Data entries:
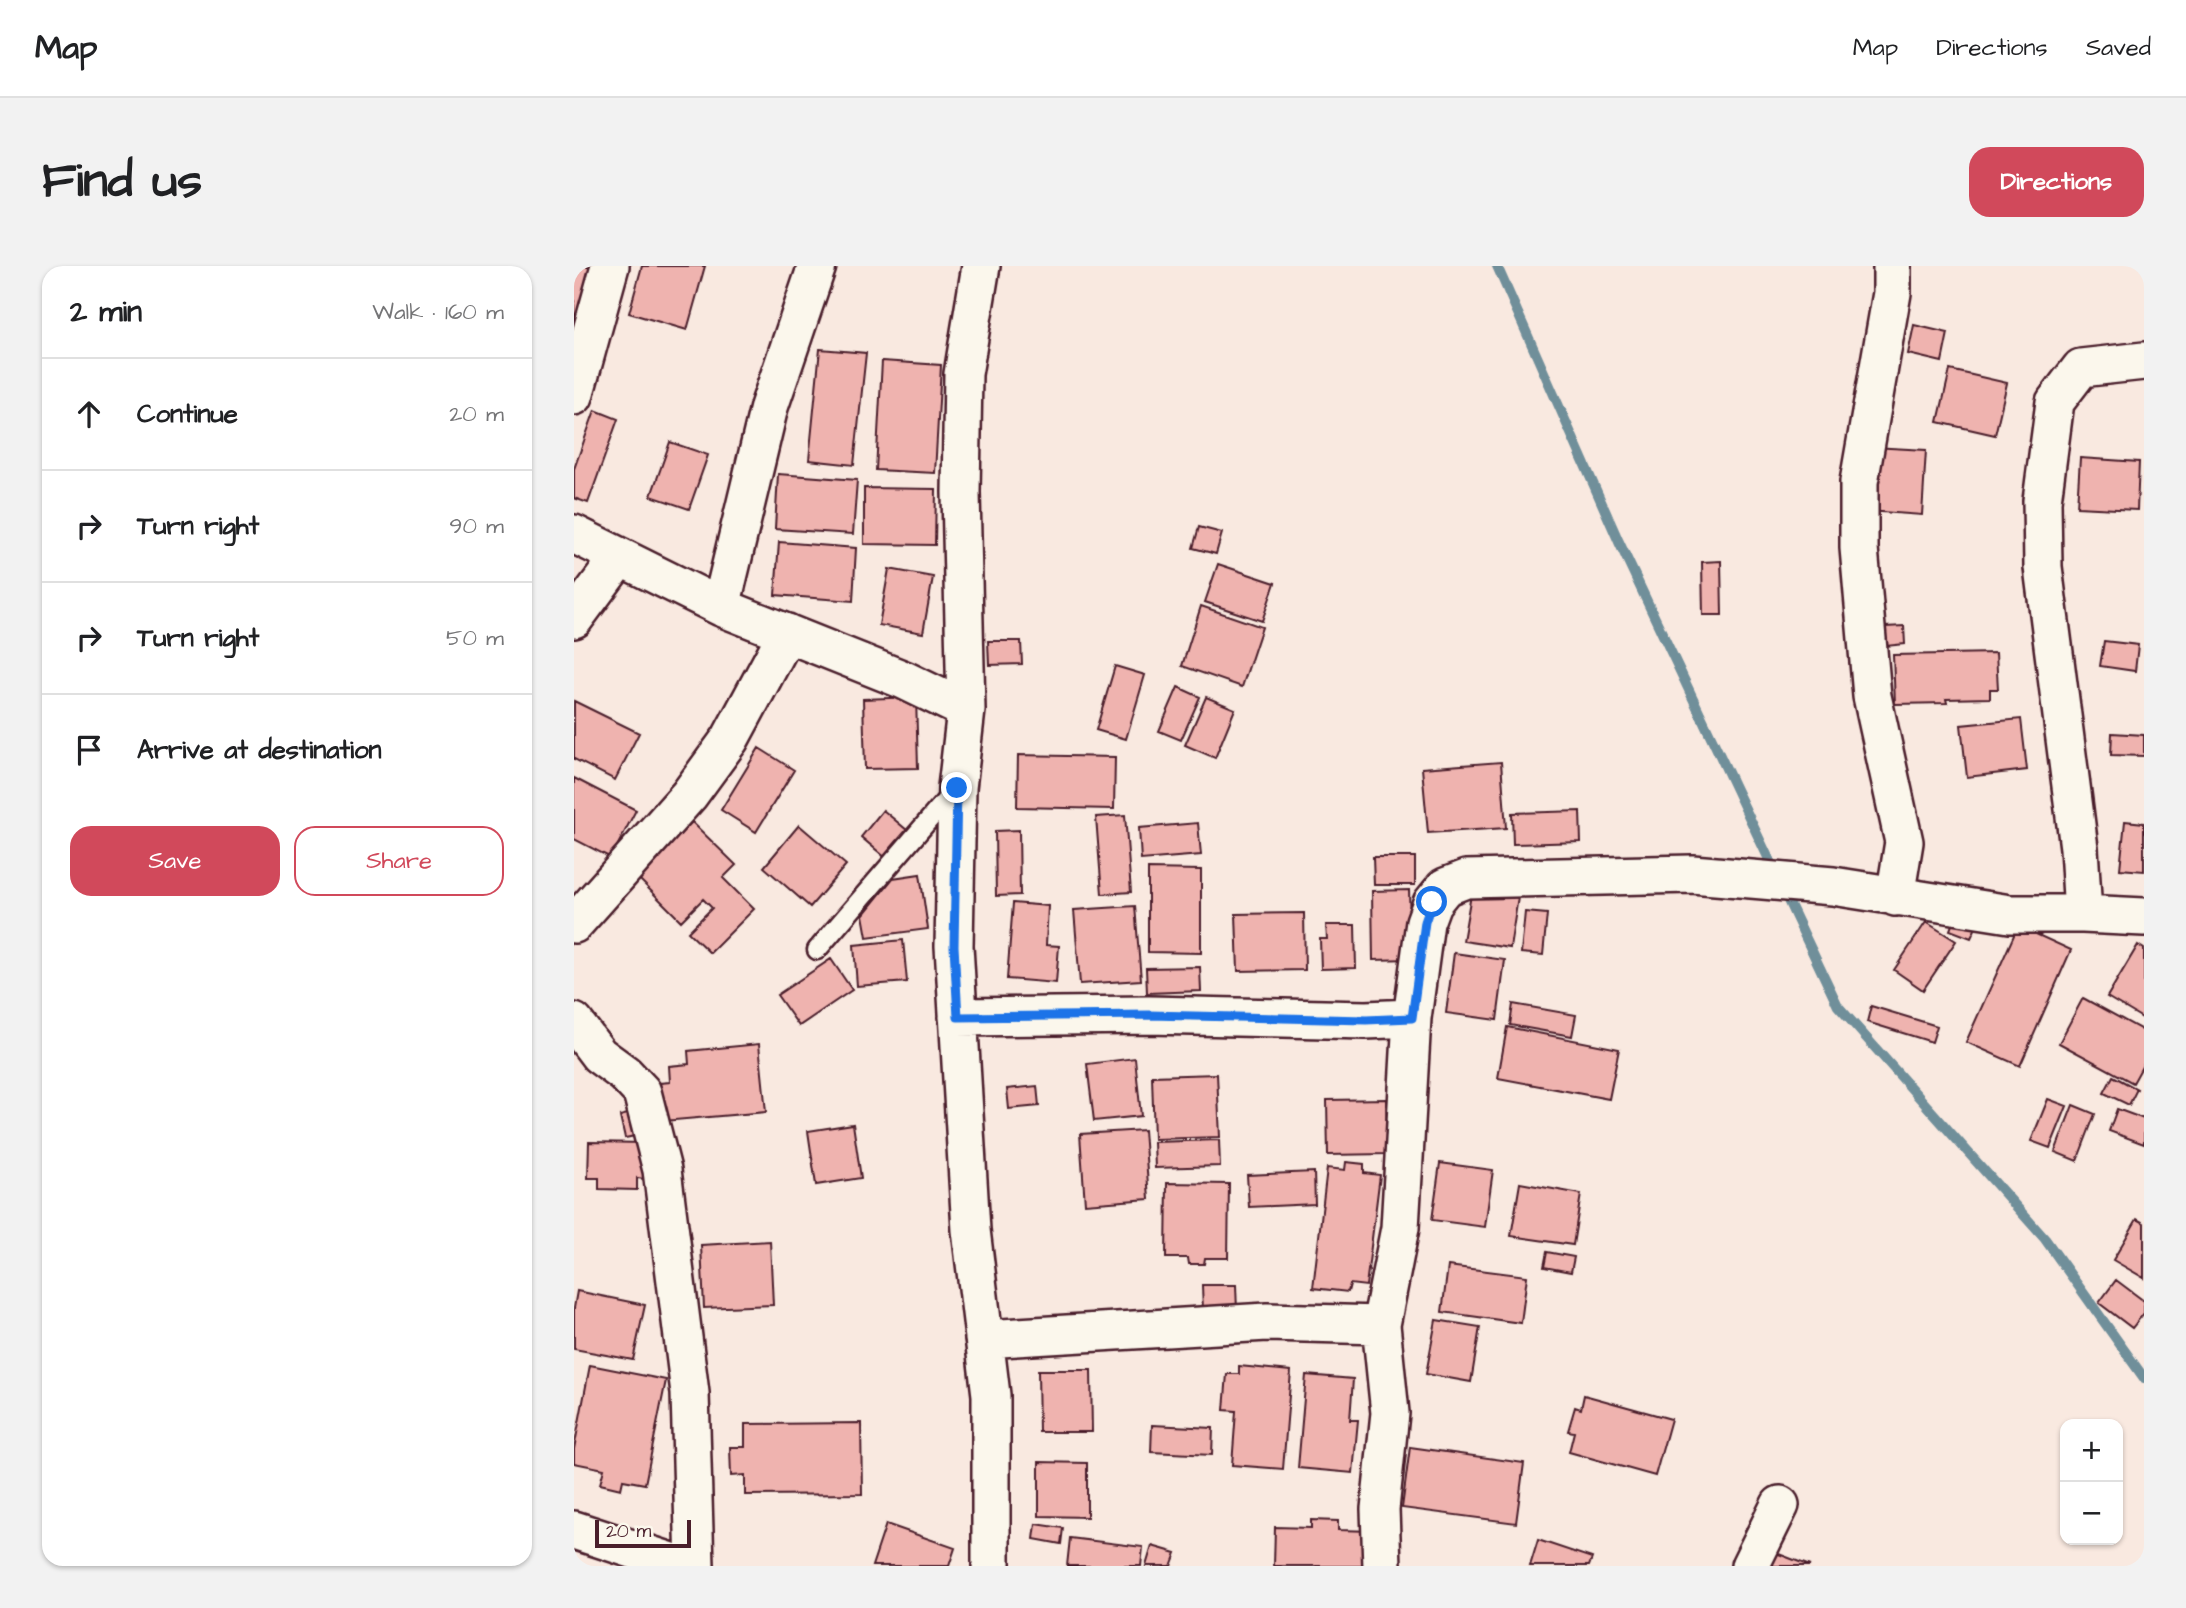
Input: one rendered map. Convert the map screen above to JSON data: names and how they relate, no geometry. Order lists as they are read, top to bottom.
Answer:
{
  "scale_bar": "20 m",
  "page": {
    "header": "Map",
    "nav": ["Map", "Directions", "Saved"],
    "buttons": [
      "Directions",
      ["Save", "Share"]
    ],
    "title": "Find us",
    "heading": ["2 min", "Walk · 160 m"],
    "list": [
      ["Continue", "20 m"],
      ["Turn right", "90 m"],
      ["Turn right", "50 m"],
      "Arrive at destination"
    ],
    "map_buttons": ["+", "−"],
    "scale": "20 m"
  }
}
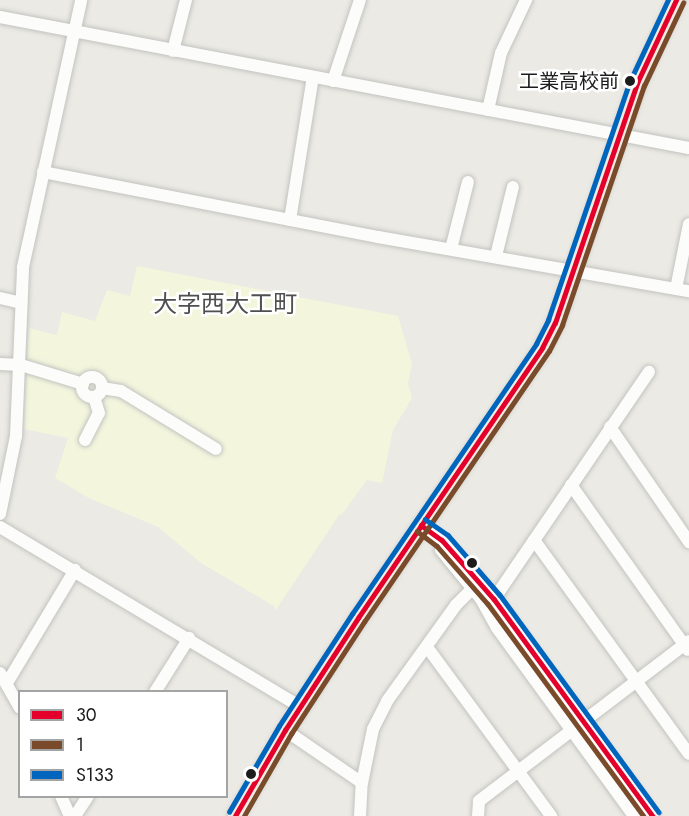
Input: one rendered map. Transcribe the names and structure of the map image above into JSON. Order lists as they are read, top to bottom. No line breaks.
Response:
{"districts":["大字西大工町"],"places":["工業高校前"],"lines":["transit line 30","transit line S133","transit line 1"],"legend":["30","1","S133"]}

What this task involves: Output the records above verbatim. Pictures stay out.

Reply to the task:
Input: one rendered map. Convert the map screen above to JSON data: names and how they relate, no geometry. Order lists as they are read, top to bottom.
Answer:
{
  "scale_bar": "20 m",
  "page": {
    "header": "Map",
    "nav": ["Map", "Directions", "Saved"],
    "buttons": [
      "Directions",
      ["Save", "Share"]
    ],
    "title": "Find us",
    "heading": ["2 min", "Walk · 160 m"],
    "list": [
      ["Continue", "20 m"],
      ["Turn right", "90 m"],
      ["Turn right", "50 m"],
      "Arrive at destination"
    ],
    "map_buttons": ["+", "−"],
    "scale": "20 m"
  }
}
Input: one rendered map. Transcribe the names and structure of the map image above into JSON. Order lists as they are read, top to bottom. No line breaks.
Response:
{"districts":["大字西大工町"],"places":["工業高校前"],"lines":["transit line 30","transit line S133","transit line 1"],"legend":["30","1","S133"]}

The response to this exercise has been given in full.